Setting the number of lines to scroll up and down each time, and when the signal display needs to scroll up and down in step 4, the number of lines to be scrolled = the difference between the point number of the point signal to be scrolled and the maximum or minimum point number in image recognition/the number of lines to scroll up and down each time.

The signal to be point-to-point in the front-end multi-channel interface is displayed in the multi-channel list, the front-end multi-channel interface automatic point-to-point method checks the point-to-point signal information in each channel, and if the information displayed in any channel is different from the signal to be point-to-point, the signal is considered to be point-to-point error.

The invention has the beneficial effects that: compared with the prior art, the invention has the following effects:

1) The invention adopts the character recognition technology to recognize the point-to-point signal information in the front multichannel, thereby saving the manpower consumption of manpower to people, greatly improving the working efficiency, reducing the cost and avoiding the problem that the manual point-to-point mode is easy to make mistakes.

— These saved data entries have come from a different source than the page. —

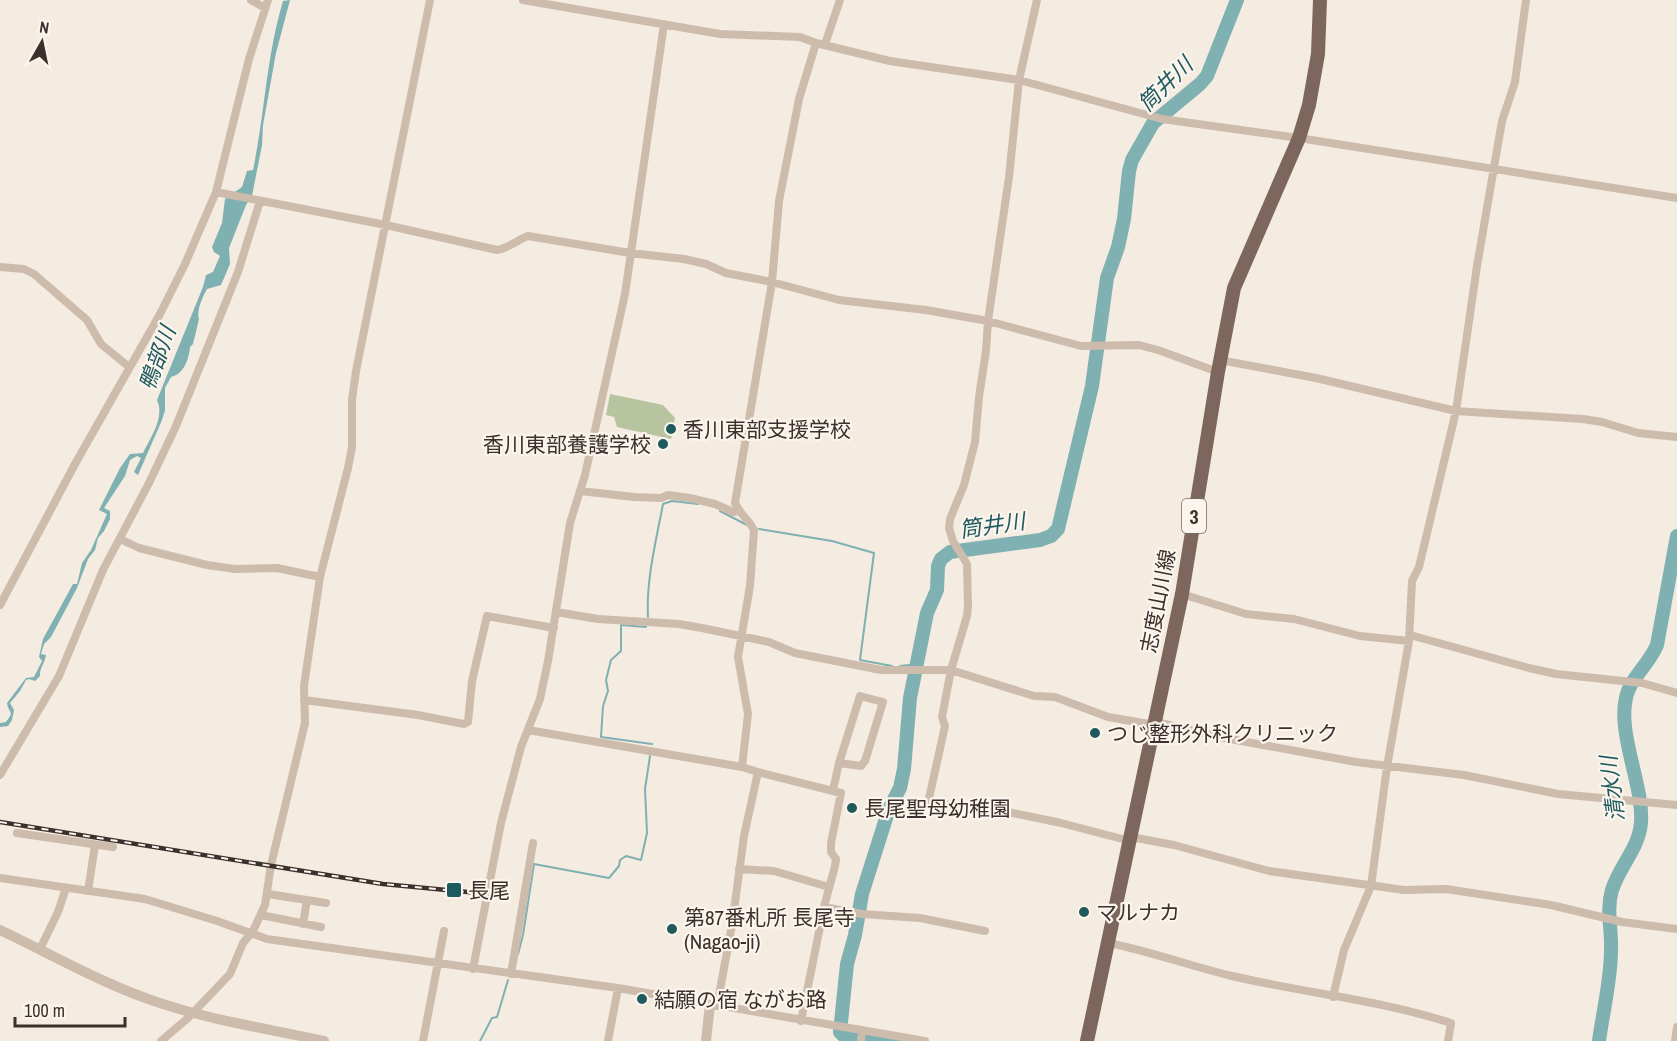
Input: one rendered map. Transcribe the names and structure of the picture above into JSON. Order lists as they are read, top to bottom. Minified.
{"streets":{"main road":["3","志度山川線"]},"water":["筒井川","鴨部川","清水川"],"places":{"other":["香川東部支援学校","香川東部養護学校","つじ整形外科クリニック","長尾聖母幼稚園","マルナカ","第87番札所 長尾寺 (Nagao-ji)","結願の宿 ながお路"],"transit":["長尾"]},"scale_bar":"100 m","north":"top"}
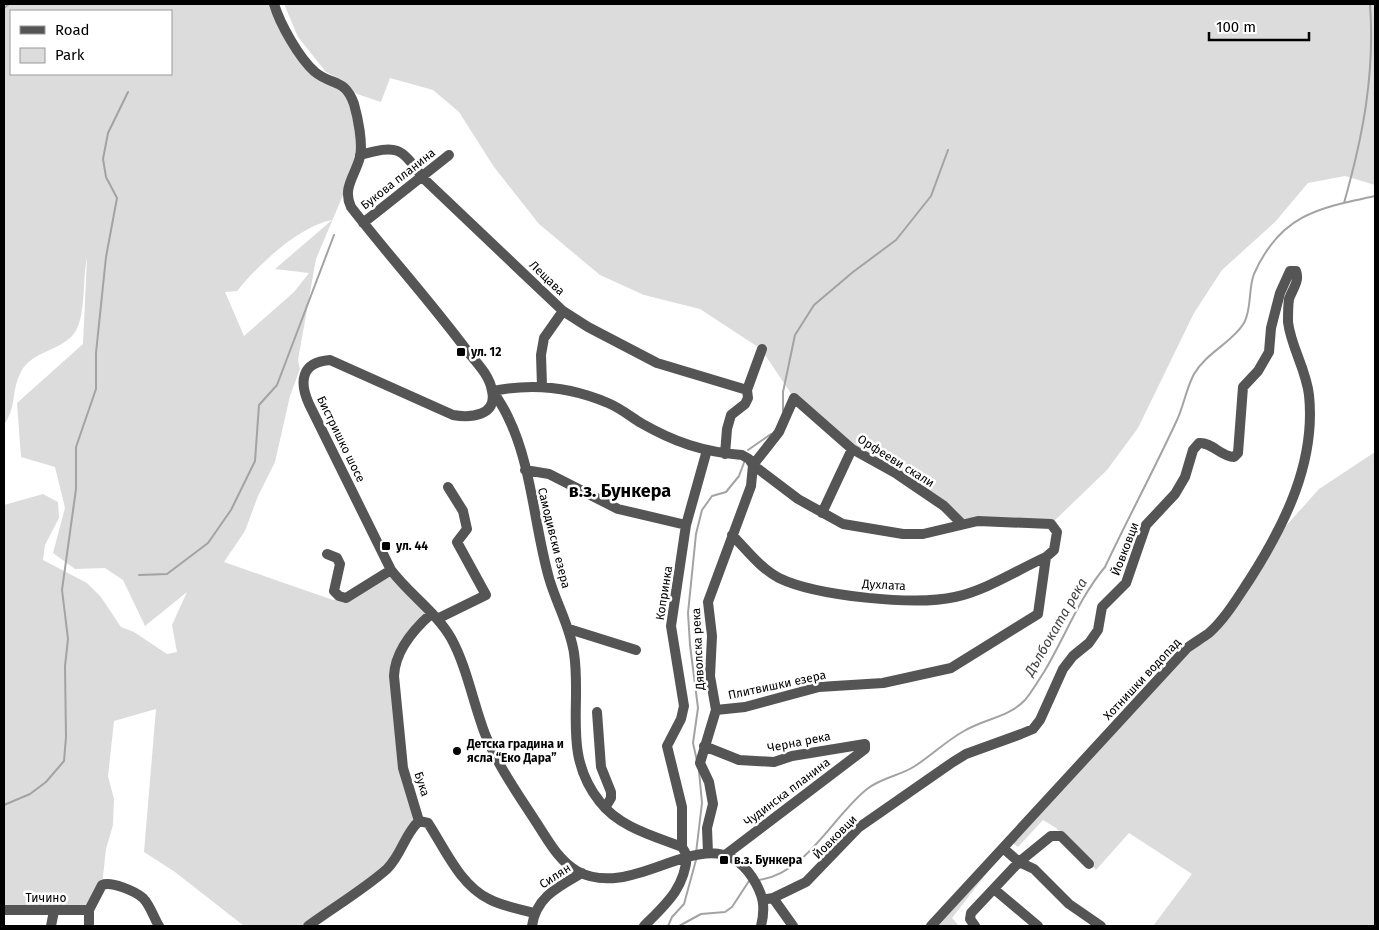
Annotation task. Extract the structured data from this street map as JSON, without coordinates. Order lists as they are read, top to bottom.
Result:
{
  "streets": {
    "street": [
      "Букова планина",
      "Лещава",
      "Бистришко шосе",
      "Орфееви скали",
      "Самодивски езера",
      "Йовковци",
      "Духлата",
      "Копринка",
      "Дяволска река",
      "Хотнишки водопад",
      "Плитвишки езера",
      "Черна река",
      "Бука",
      "Чудинска планина",
      "Силян",
      "Тичино"
    ]
  },
  "crossings": [
    ["Букова планина", "Лещава"],
    ["Бистришко шосе", "Самодивски езера"],
    ["Бистришко шосе", "Йовковци"],
    ["Бистришко шосе", "Копринка"],
    ["Бистришко шосе", "Дяволска река"],
    ["Бистришко шосе", "Бука"],
    ["Бистришко шосе", "Чудинска планина"],
    ["Бистришко шосе", "Силян"],
    ["Орфееви скали", "Дяволска река"],
    ["Самодивски езера", "Копринка"],
    ["Йовковци", "Хотнишки водопад"],
    ["Духлата", "Дяволска река"],
    ["Духлата", "Плитвишки езера"],
    ["Дяволска река", "Плитвишки езера"],
    ["Дяволска река", "Черна река"],
    ["Черна река", "Чудинска планина"]
  ],
  "districts": ["в.з. Бункера"],
  "water": ["Дълбоката река"],
  "places": {
    "transit": ["ул. 12", "ул. 44", "в.з. Бункера"],
    "other": ["Детска градина и ясла “Еко Дара”"]
  },
  "legend": ["Road", "Park"],
  "scale_bar": "100 m"
}
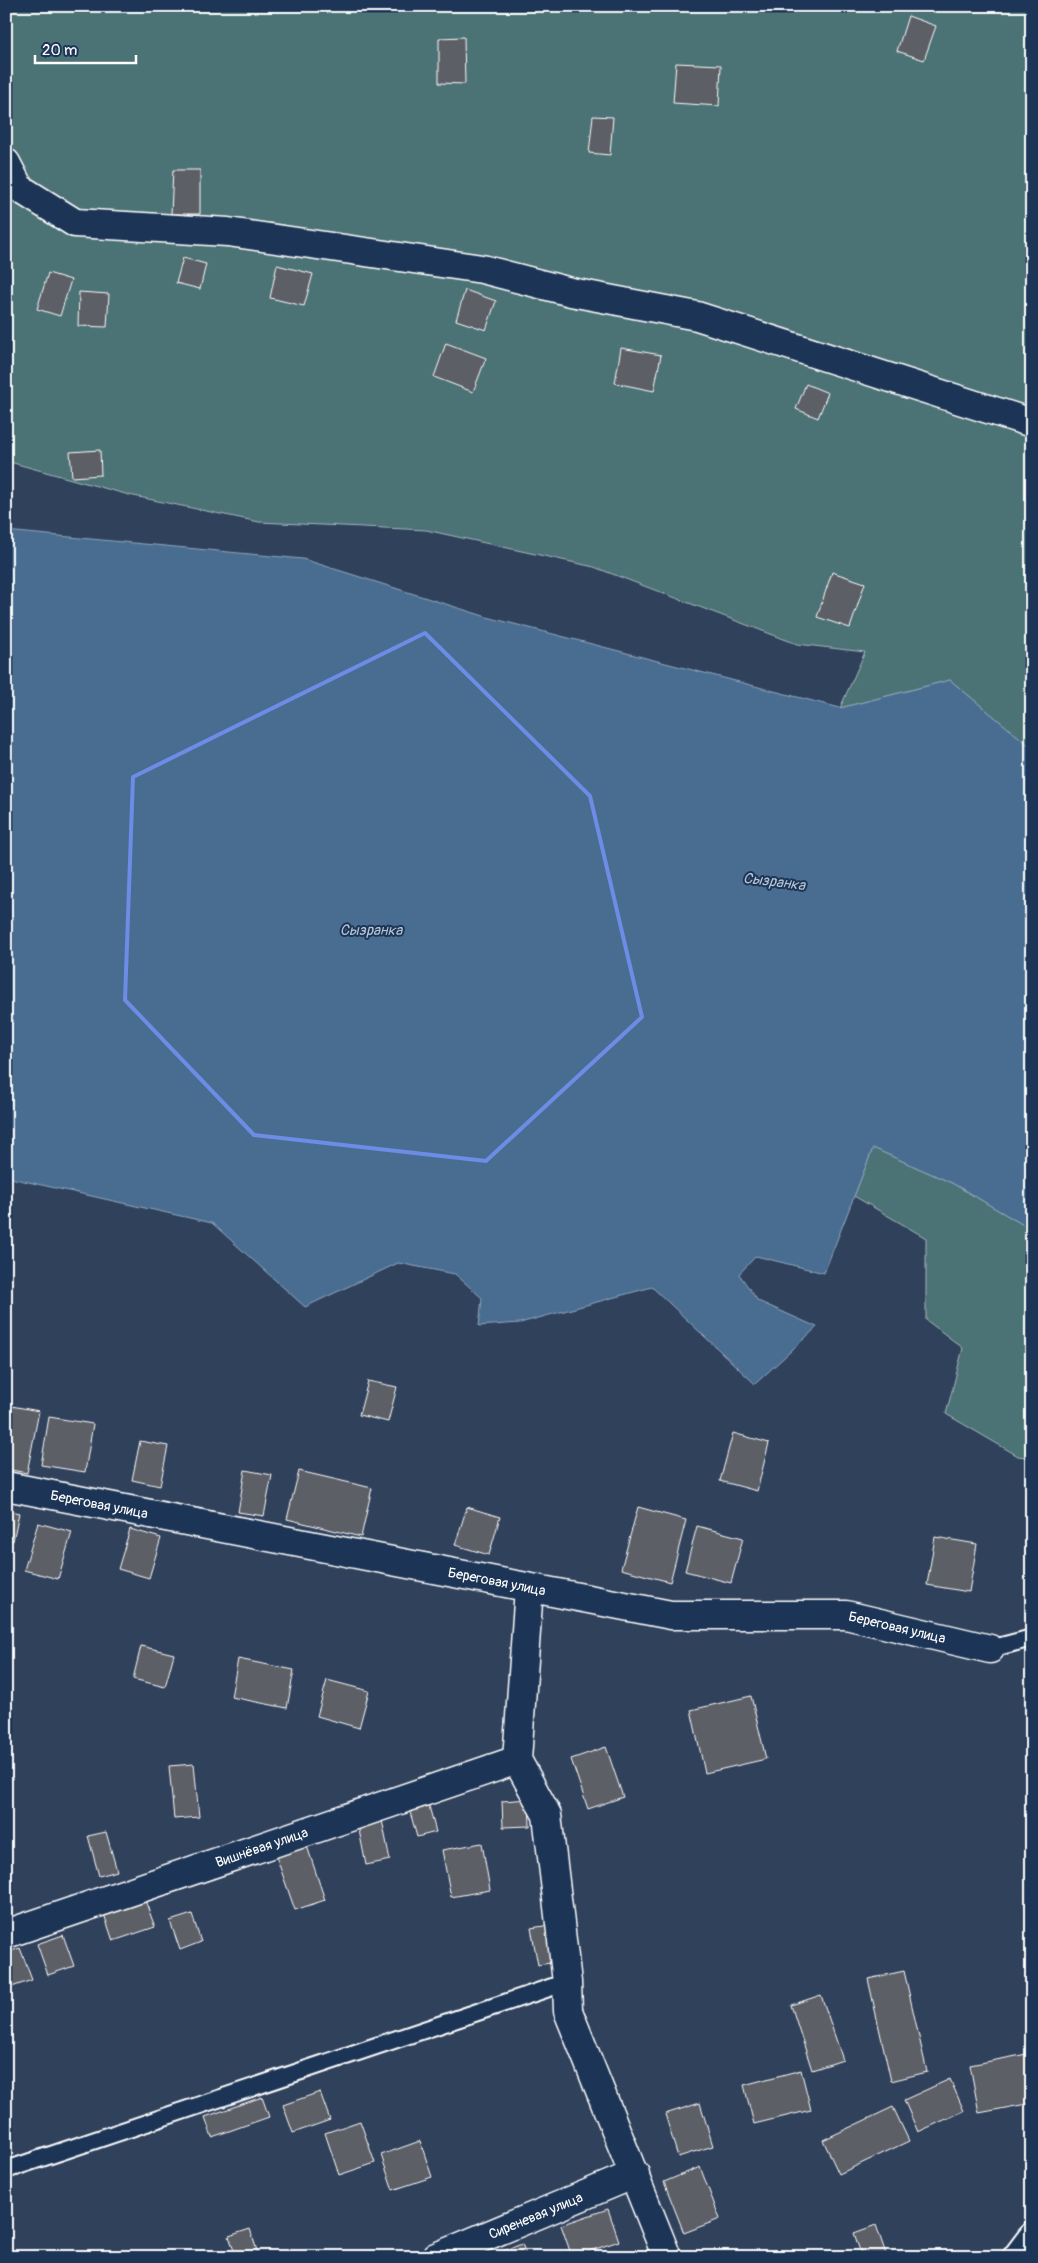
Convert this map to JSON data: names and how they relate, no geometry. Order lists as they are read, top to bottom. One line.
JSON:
{"streets":{"street":["Береговая улица","Вишнёвая улица","Сиреневая улица"]},"water":["Сызранка"],"scale_bar":"20 m"}
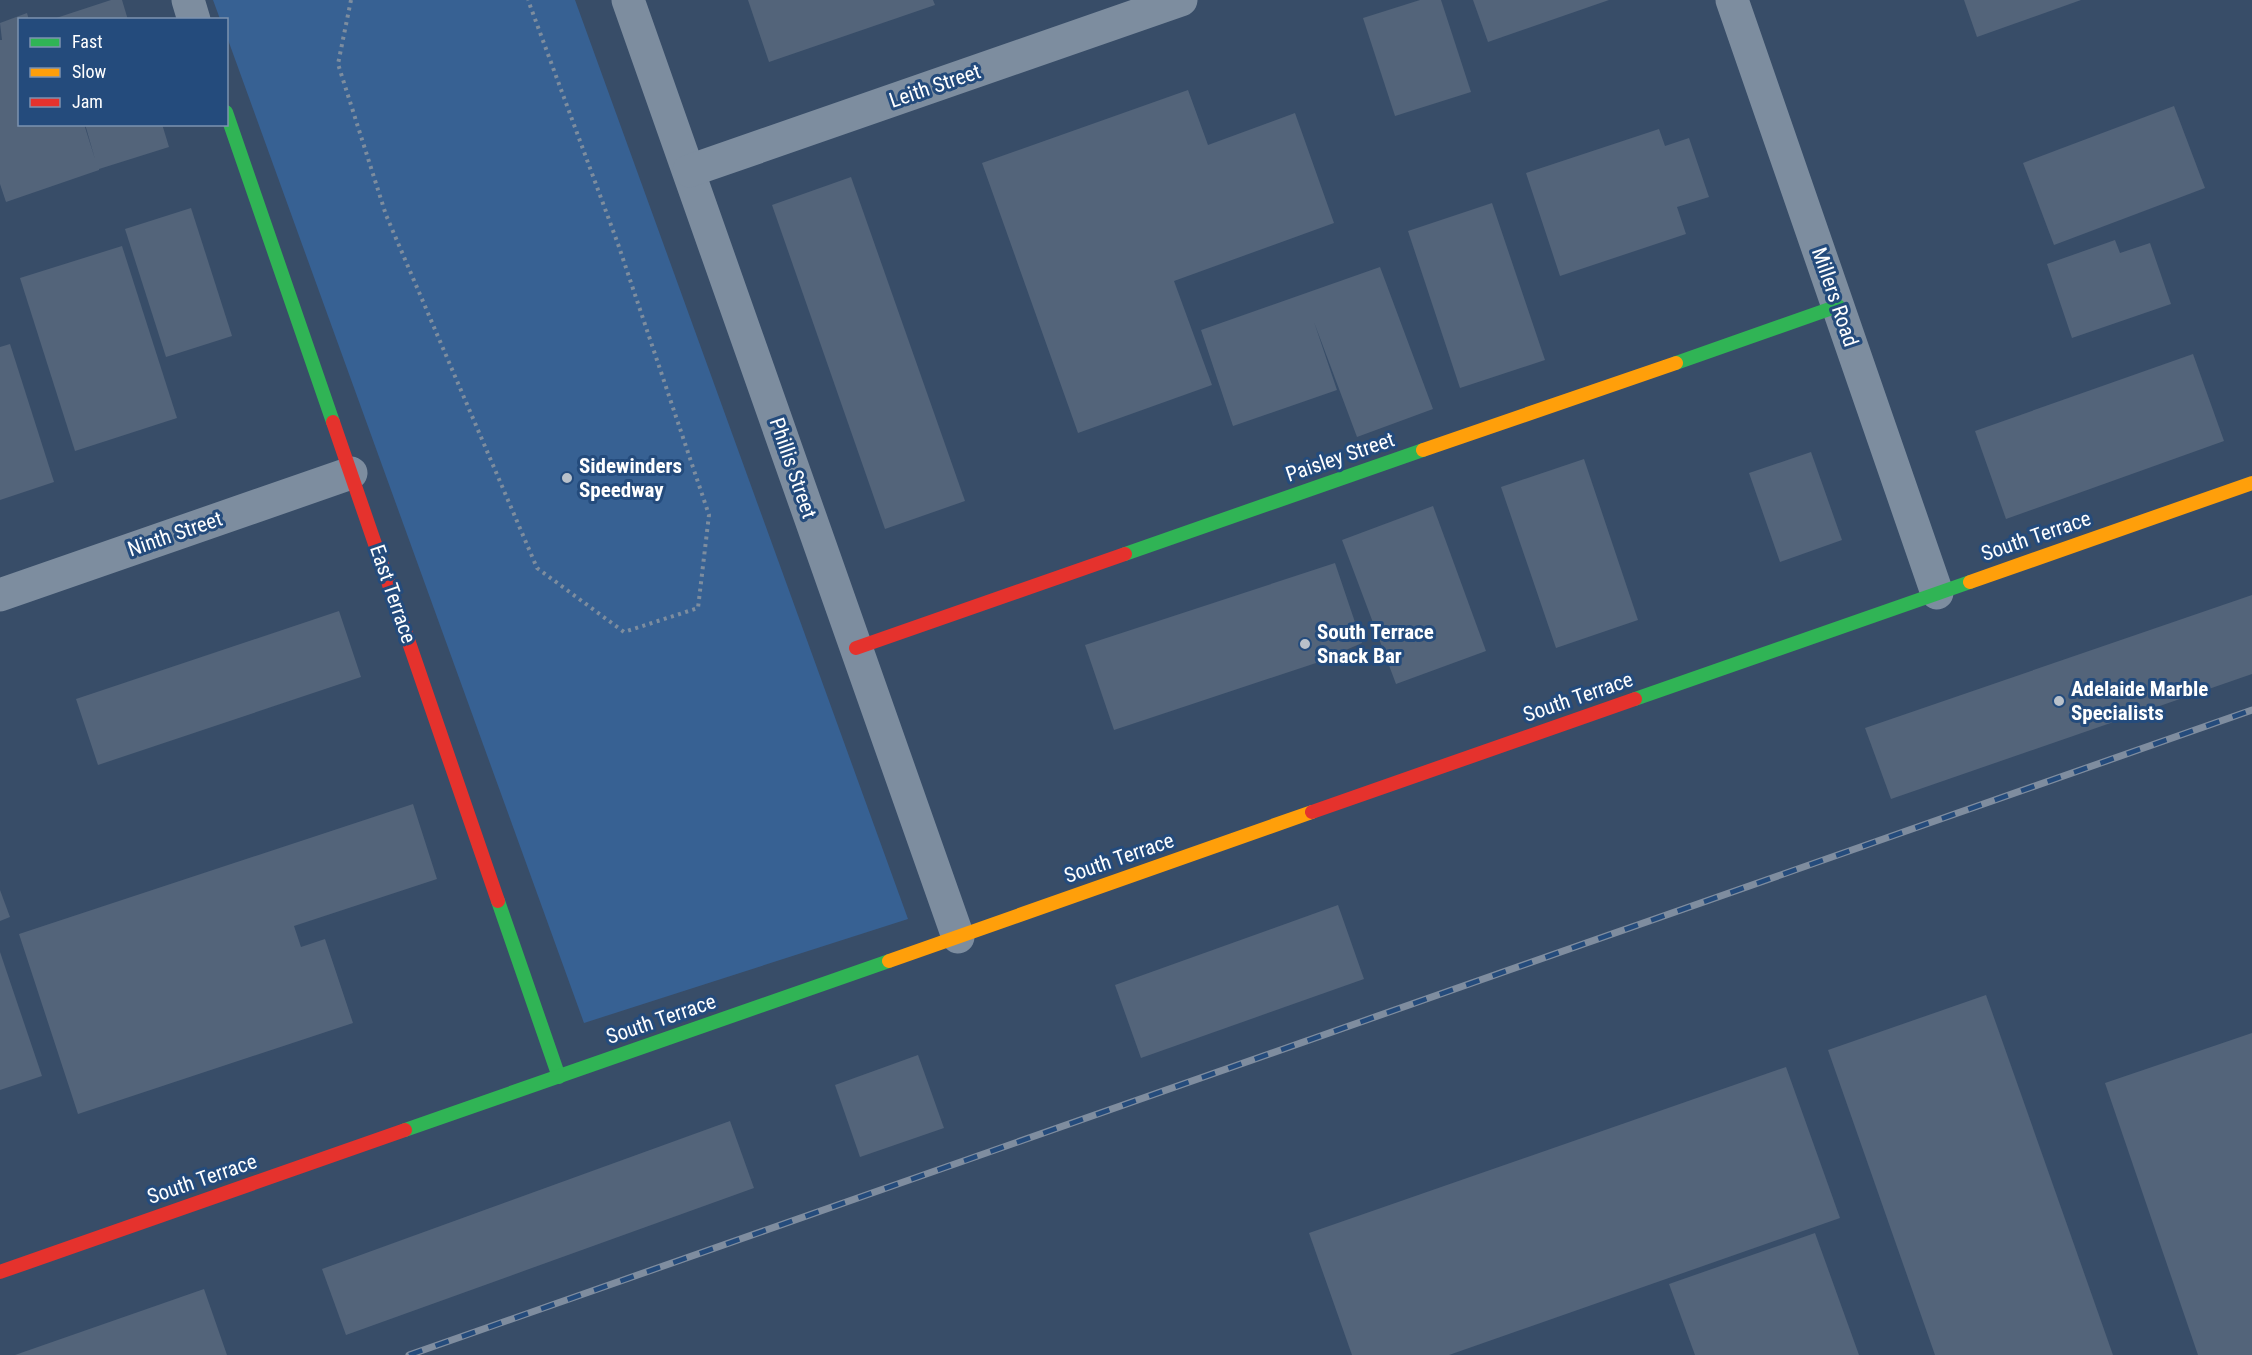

2) The method and the device firstly identify the form transverse lines in the front multichannel interface, and then identify the text information of the cells in the image, so that the identification speed of the signal information in the front multichannel interface is increased, and the identification efficiency is improved;

3) The automatic point-to-point method of the front multichannel interface and the point-to-point signal of the station end are synchronously carried out, and the key mouse simulation technology is adopted, so that the key mouse can be automatically controlled to carry out screenshot of the front multichannel interface and switching of remote signaling, remote measuring and remote pulse paging, the whole-range point-to-point acceptance work is automatically carried out, and the manpower is greatly saved;

4) The invention is a point-to-point acceptance method of the dispatching master station end, and verifies the correctness of the whole signal channel from the substation protection device signal to the remote machine and then to the dispatching master station. The method only acquires the screenshot of the front multichannel interface, does not interact with interfaces such as communication and the like of a dispatching system, and does not have hidden troubles such as data network security and the like.

Drawings

Fig. 1 is a schematic flow chart of the present invention.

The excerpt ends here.